REQUIREMENT: Your task is to repeat the data exactly, every line of it.

SUPPLIED DATA:
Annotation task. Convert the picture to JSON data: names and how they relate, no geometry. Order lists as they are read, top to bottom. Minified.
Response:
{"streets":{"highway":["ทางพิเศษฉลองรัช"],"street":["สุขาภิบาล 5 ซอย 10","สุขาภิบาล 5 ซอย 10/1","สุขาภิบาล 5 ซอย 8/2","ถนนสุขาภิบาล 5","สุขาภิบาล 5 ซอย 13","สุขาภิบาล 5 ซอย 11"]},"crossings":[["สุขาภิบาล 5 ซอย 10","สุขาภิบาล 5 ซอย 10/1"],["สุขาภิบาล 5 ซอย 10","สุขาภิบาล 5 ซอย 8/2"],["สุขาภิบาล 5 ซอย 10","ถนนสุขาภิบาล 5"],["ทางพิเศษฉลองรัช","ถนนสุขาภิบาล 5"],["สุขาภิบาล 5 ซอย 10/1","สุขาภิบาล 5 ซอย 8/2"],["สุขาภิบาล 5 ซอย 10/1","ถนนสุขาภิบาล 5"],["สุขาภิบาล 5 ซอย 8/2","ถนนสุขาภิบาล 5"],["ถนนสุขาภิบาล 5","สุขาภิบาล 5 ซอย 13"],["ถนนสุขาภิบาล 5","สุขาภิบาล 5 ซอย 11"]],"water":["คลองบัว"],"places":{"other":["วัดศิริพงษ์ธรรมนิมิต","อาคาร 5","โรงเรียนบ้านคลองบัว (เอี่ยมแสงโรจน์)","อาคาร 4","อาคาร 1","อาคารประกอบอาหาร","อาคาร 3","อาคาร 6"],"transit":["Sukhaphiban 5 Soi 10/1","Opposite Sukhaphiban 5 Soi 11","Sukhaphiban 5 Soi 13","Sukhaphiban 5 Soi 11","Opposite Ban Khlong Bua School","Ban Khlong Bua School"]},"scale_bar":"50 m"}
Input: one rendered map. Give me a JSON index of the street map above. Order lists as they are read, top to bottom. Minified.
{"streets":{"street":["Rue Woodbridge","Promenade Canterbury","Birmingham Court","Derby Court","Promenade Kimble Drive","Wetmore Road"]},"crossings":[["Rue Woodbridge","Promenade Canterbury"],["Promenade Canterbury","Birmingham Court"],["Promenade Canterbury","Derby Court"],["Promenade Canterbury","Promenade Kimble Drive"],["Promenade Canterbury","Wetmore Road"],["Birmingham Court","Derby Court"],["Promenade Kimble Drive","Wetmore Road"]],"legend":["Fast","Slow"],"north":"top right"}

RESULT FOR THIS TASK:
Annotation task. Convert the picture to JSON data: names and how they relate, no geometry. Order lists as they are read, top to bottom. Minified.
Response:
{"streets":{"highway":["ทางพิเศษฉลองรัช"],"street":["สุขาภิบาล 5 ซอย 10","สุขาภิบาล 5 ซอย 10/1","สุขาภิบาล 5 ซอย 8/2","ถนนสุขาภิบาล 5","สุขาภิบาล 5 ซอย 13","สุขาภิบาล 5 ซอย 11"]},"crossings":[["สุขาภิบาล 5 ซอย 10","สุขาภิบาล 5 ซอย 10/1"],["สุขาภิบาล 5 ซอย 10","สุขาภิบาล 5 ซอย 8/2"],["สุขาภิบาล 5 ซอย 10","ถนนสุขาภิบาล 5"],["ทางพิเศษฉลองรัช","ถนนสุขาภิบาล 5"],["สุขาภิบาล 5 ซอย 10/1","สุขาภิบาล 5 ซอย 8/2"],["สุขาภิบาล 5 ซอย 10/1","ถนนสุขาภิบาล 5"],["สุขาภิบาล 5 ซอย 8/2","ถนนสุขาภิบาล 5"],["ถนนสุขาภิบาล 5","สุขาภิบาล 5 ซอย 13"],["ถนนสุขาภิบาล 5","สุขาภิบาล 5 ซอย 11"]],"water":["คลองบัว"],"places":{"other":["วัดศิริพงษ์ธรรมนิมิต","อาคาร 5","โรงเรียนบ้านคลองบัว (เอี่ยมแสงโรจน์)","อาคาร 4","อาคาร 1","อาคารประกอบอาหาร","อาคาร 3","อาคาร 6"],"transit":["Sukhaphiban 5 Soi 10/1","Opposite Sukhaphiban 5 Soi 11","Sukhaphiban 5 Soi 13","Sukhaphiban 5 Soi 11","Opposite Ban Khlong Bua School","Ban Khlong Bua School"]},"scale_bar":"50 m"}
Input: one rendered map. Give me a JSON index of the street map above. Order lists as they are read, top to bottom. Minified.
{"streets":{"street":["Rue Woodbridge","Promenade Canterbury","Birmingham Court","Derby Court","Promenade Kimble Drive","Wetmore Road"]},"crossings":[["Rue Woodbridge","Promenade Canterbury"],["Promenade Canterbury","Birmingham Court"],["Promenade Canterbury","Derby Court"],["Promenade Canterbury","Promenade Kimble Drive"],["Promenade Canterbury","Wetmore Road"],["Birmingham Court","Derby Court"],["Promenade Kimble Drive","Wetmore Road"]],"legend":["Fast","Slow"],"north":"top right"}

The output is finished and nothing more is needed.